Since the software has a lower resource consumption than other suites, he found he could run it on the primary domain controller (PDC) rather than a dedicated server.
That is how minimal the resources are required to manage it, he said. BusinesSecure doesn't bog down the domain controller at all or interfere with DHCP, DNS and all the rest running on the PDC.
Given the rising number of potential threat vectors, security suites are becoming a popular option for consumers as well as businesses.
While point-products are still more usually deployed, the trend is towards enterprise suites, said Natalie Lambert, analyst for Forrester Research. Integrated suites are a much better approach as the various tools work closely together, threat prevention is more comprehensive and management is a lot easier. When three-year antivirus contracts come to an end, many companies will buy a suite instead.
There is a certain logic to it, particularly for small and mid-sized businesses. Global enterprises have the resources to hire specialists to maintain a full array of point security products. But when a smaller crew needs to manage all IT functions, not just optimize the firewall settings, certain security functions need to be outsourced.Using a managed security provider is one option, but the more common approach is to let a software vendor choose your security software and settings. No, it is not the ideal approach, but neither is it ideal to leave it in the hands of already overloaded IT staff.
I've never found that any one vendor has a panacea for security, said Howard Backus, network administrator for Delta Dental Plan in Little Rock, AR.
Our initial firewall is managed by Bell South, and we run a Cisco PIX firewall on top of that which is configured to block hacking, before it goes to a security appliance, Zane said.
Why the added appliance? A few months ago, Zane noticed a huge spike in the amount of spam. He's not the only one who noticed. In mid-November, the European Union advised its member-states to boost their anti-spam capabilities, estimating that the worldwide cost of spam in 2005 was 39 billion Euros.
And that figure is far less than what it will be in 2006 as spam loads continue to skyrocket. Email service provider Postini, for example, reported recently the amount of spam it had detected nearly tripled between June and November of 2006.
I was desperate about the amount of spam we were getting, Zane said. We had our Exchange server cranked down, were running a black-list and rDNS, and I was still getting thirty-to-forty pieces of spam per day.
(rDNS (reverse domain name service) is an anti-spam method that involves verifying whether the IP address in an email matches the domain name. If they don't match, it is considered spam.)

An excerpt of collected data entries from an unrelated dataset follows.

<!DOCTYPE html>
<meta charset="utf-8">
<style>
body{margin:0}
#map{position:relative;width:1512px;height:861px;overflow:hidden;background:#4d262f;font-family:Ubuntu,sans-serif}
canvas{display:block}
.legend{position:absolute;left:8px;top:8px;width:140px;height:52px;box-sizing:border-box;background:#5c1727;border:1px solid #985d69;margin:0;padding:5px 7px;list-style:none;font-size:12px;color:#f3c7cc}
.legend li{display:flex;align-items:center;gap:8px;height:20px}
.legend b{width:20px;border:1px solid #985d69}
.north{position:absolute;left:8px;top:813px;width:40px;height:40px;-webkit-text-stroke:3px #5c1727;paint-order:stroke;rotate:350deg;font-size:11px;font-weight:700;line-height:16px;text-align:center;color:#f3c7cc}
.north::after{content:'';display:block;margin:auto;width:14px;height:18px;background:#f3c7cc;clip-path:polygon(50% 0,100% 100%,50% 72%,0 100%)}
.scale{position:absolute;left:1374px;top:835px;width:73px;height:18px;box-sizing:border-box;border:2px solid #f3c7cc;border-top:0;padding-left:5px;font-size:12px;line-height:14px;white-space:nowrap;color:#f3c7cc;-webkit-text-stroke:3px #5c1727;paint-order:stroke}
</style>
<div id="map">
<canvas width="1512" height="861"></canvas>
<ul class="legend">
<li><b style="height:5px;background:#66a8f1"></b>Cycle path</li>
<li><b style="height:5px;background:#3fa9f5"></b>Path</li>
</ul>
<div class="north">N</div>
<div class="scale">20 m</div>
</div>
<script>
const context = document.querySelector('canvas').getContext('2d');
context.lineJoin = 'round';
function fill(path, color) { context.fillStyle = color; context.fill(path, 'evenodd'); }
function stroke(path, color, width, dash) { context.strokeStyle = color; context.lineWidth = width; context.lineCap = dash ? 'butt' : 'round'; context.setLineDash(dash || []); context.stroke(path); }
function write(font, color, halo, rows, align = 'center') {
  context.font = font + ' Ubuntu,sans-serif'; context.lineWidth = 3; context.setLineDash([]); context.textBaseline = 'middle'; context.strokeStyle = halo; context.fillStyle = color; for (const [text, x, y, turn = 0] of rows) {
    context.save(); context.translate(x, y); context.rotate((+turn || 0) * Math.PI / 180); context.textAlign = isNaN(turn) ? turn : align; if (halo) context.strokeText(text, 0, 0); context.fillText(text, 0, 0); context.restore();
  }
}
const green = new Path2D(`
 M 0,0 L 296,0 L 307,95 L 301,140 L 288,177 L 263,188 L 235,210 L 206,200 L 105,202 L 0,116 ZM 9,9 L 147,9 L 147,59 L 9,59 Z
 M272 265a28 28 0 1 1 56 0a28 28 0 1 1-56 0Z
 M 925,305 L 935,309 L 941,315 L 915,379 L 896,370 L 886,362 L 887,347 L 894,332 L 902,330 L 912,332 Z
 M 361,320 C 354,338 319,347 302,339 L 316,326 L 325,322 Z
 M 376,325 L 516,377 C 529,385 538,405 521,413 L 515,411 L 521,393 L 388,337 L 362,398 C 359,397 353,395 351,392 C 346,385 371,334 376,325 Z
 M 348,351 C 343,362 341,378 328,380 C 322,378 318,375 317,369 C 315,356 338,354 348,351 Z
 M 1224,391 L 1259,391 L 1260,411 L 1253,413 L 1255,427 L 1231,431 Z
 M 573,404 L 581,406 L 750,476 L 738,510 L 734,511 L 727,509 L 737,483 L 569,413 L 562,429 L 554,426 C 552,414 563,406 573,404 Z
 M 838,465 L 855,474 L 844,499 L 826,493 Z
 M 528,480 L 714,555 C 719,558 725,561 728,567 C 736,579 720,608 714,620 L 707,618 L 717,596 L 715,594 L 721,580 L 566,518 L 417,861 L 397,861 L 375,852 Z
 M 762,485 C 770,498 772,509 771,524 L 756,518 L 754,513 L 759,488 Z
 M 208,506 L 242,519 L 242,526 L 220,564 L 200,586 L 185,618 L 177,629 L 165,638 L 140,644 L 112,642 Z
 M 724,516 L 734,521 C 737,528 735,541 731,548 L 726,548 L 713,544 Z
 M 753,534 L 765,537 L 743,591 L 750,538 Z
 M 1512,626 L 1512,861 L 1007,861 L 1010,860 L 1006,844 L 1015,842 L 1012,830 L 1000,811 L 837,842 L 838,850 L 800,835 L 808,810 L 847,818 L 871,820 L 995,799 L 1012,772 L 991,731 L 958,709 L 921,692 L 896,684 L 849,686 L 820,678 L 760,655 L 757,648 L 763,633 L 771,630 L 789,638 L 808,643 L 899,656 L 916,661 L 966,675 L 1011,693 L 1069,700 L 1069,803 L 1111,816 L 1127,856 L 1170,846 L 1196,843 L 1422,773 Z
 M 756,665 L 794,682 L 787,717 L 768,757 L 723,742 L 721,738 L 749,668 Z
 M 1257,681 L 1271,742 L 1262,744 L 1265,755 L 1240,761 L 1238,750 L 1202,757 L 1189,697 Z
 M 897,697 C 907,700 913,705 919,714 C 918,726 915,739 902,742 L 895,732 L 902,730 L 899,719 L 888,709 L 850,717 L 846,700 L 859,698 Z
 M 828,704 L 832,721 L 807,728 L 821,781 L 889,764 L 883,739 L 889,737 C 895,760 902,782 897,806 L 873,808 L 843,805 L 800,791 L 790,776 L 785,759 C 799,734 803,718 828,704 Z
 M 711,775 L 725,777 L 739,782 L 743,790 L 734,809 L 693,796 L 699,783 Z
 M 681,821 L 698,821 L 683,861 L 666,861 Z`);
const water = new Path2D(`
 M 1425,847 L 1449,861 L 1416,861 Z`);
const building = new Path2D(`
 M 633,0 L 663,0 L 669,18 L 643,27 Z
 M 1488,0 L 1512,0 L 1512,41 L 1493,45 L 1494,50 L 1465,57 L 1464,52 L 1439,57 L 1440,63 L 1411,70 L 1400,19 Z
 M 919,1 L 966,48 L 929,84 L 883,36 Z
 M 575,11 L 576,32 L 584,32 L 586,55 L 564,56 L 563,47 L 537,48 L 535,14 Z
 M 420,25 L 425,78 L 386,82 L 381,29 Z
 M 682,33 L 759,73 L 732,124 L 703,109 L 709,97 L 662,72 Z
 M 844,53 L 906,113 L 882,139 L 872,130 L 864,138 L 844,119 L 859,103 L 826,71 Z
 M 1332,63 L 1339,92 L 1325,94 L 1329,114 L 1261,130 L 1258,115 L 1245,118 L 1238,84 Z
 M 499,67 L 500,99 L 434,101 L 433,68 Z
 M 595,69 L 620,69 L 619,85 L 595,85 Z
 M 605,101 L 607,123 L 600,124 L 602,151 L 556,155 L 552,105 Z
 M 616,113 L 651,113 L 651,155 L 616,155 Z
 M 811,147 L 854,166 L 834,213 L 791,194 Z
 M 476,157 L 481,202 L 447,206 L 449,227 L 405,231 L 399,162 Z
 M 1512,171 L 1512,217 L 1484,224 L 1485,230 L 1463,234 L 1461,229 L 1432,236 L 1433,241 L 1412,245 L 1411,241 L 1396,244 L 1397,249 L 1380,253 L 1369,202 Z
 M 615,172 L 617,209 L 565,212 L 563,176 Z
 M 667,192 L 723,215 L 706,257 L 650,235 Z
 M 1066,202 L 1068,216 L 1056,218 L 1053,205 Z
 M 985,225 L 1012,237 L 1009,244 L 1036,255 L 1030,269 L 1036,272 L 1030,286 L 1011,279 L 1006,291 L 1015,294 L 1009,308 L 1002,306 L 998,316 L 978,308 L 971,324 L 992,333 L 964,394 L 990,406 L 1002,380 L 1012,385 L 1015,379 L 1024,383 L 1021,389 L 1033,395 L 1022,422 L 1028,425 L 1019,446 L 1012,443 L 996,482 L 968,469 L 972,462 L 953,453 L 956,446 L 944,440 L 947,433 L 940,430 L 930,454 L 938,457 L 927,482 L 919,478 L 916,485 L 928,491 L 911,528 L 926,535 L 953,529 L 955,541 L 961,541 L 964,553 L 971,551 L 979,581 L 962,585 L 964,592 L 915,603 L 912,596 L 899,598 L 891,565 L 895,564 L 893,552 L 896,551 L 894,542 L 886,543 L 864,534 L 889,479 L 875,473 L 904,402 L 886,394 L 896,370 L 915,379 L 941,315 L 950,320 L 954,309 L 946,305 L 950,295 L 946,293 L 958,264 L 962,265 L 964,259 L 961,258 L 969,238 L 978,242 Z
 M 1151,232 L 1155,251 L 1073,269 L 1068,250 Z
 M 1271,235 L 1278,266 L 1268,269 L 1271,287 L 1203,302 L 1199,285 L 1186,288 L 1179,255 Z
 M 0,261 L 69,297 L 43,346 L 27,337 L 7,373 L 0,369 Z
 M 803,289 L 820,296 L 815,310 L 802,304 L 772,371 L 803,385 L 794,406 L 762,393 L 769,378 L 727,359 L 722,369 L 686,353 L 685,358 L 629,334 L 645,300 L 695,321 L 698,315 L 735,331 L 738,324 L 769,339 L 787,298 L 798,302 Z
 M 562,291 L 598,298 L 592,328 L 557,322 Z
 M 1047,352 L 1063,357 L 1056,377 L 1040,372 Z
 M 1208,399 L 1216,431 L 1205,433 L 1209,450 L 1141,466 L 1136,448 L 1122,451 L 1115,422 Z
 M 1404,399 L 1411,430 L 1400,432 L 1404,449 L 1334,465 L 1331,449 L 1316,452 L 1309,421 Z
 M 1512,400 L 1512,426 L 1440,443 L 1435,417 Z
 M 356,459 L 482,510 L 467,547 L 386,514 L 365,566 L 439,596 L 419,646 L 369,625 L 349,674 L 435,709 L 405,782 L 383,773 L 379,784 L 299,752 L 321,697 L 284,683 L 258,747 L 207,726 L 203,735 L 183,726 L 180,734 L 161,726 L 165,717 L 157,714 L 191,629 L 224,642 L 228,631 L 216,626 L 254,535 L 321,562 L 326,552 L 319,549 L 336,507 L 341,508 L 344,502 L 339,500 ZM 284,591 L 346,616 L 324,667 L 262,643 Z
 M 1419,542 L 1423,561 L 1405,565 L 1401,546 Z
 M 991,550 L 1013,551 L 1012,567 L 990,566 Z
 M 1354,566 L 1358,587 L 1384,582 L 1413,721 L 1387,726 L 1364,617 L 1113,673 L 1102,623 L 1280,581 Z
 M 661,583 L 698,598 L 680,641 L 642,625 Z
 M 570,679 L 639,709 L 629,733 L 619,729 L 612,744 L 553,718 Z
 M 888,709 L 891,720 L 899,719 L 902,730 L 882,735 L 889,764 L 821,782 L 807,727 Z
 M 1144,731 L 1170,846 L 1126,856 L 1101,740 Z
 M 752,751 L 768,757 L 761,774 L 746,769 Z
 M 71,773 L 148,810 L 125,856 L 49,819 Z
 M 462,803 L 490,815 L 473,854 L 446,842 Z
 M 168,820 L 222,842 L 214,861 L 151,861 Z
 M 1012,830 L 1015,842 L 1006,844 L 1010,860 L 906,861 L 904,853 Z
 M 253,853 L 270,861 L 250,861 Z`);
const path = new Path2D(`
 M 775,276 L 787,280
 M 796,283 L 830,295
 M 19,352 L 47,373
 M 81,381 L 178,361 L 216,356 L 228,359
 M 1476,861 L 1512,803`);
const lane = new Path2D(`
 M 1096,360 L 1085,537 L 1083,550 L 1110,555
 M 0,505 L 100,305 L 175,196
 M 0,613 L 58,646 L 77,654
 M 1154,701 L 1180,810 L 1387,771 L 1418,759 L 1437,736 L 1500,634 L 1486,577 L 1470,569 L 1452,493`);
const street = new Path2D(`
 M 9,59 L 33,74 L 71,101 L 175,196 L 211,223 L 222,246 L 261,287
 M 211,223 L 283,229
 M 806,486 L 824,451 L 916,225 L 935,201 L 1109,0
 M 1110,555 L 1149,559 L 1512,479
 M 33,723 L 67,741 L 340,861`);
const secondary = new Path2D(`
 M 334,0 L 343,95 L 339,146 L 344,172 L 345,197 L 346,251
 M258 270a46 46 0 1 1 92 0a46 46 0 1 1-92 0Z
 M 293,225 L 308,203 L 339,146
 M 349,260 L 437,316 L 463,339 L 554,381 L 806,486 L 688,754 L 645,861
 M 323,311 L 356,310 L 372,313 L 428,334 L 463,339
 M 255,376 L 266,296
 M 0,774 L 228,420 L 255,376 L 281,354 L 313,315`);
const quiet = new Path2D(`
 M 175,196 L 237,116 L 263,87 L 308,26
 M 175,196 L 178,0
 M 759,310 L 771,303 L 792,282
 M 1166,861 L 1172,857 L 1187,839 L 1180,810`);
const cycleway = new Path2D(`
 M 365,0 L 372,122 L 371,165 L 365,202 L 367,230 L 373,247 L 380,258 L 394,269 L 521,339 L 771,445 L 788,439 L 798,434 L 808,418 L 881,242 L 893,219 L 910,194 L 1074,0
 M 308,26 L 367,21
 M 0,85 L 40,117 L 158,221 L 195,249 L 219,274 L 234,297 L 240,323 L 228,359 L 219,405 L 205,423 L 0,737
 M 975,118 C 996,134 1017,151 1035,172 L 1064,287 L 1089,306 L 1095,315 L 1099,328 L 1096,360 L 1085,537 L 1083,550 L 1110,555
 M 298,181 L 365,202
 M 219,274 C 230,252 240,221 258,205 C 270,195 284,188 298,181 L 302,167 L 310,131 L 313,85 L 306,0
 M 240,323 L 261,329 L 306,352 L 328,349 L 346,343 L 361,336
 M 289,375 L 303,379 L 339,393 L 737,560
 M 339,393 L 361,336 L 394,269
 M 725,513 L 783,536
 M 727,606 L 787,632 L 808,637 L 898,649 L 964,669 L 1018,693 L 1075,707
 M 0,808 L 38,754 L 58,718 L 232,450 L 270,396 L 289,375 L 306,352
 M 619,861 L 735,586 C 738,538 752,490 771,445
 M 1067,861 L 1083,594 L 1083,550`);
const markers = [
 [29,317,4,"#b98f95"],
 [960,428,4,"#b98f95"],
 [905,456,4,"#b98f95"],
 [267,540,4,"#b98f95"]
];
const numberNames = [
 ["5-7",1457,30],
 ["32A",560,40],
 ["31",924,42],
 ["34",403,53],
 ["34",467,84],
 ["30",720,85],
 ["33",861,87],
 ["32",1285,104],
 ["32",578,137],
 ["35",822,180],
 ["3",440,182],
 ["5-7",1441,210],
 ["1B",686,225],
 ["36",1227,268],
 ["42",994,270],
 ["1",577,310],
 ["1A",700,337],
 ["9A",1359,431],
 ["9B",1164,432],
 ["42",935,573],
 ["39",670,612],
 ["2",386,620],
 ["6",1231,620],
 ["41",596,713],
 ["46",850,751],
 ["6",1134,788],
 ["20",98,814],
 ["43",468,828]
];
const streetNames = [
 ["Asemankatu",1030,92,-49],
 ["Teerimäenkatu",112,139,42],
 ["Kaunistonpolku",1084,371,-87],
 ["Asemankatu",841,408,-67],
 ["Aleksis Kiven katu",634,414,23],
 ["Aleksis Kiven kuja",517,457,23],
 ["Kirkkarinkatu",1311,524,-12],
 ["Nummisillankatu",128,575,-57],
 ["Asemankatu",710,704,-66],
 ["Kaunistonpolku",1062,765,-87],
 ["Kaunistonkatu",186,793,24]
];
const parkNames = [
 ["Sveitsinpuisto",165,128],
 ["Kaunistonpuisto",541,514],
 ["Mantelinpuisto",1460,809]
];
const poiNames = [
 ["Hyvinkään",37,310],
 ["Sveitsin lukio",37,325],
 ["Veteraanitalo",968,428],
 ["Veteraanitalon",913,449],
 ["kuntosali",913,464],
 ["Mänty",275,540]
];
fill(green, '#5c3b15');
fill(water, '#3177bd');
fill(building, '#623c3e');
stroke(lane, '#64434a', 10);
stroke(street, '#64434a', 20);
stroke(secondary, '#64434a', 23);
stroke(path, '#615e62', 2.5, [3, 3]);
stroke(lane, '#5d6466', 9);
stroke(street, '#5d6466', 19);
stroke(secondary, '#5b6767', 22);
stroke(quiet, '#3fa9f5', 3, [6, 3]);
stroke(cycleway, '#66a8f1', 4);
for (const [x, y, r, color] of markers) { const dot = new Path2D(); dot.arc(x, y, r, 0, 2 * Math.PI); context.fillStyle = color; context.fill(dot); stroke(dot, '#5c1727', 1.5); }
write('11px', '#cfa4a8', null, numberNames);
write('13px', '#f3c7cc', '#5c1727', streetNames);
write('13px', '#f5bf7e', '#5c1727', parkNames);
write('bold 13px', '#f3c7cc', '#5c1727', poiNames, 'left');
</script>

He spent time investigating different anti-spam solutions and opted for a security appliance as the best way to solve that problem and also augment his existing layers of security.
The appliance took five minutes to configure, and now I get, at tops, maybe four to five pieces of spam a day; if I get any at all, said Zane. It has cut down our spam by 90 percent at least.
Although his new box includes Internet content filtering, he doesn't subscribe to that service. Instead, he continues his multi-vendor approach: Pandas GateDefender for spam and an iPrism appliance for content filtering made by St. Bernard Software Inc. of San Diego, CA.
One thing I like about the iPrism is that it integrates with Active Directory so I can, for example, give the executive group unlimited Internet access, he said. GateDefender I have to give an IP address.
He said the iPrism is far more costly it allowed him to recoup 60% of his bandwidth the day he blocked MySpace.
With the above actions, Zane has managed to keep his network virus free, minimize spam and bandwidth waste, but he still recognizes that he can't afford to relax.
Will I someday have something that gets through, some strange variant that comes out? Zane asked. Yes, I might, but I have armed myself as well as I can.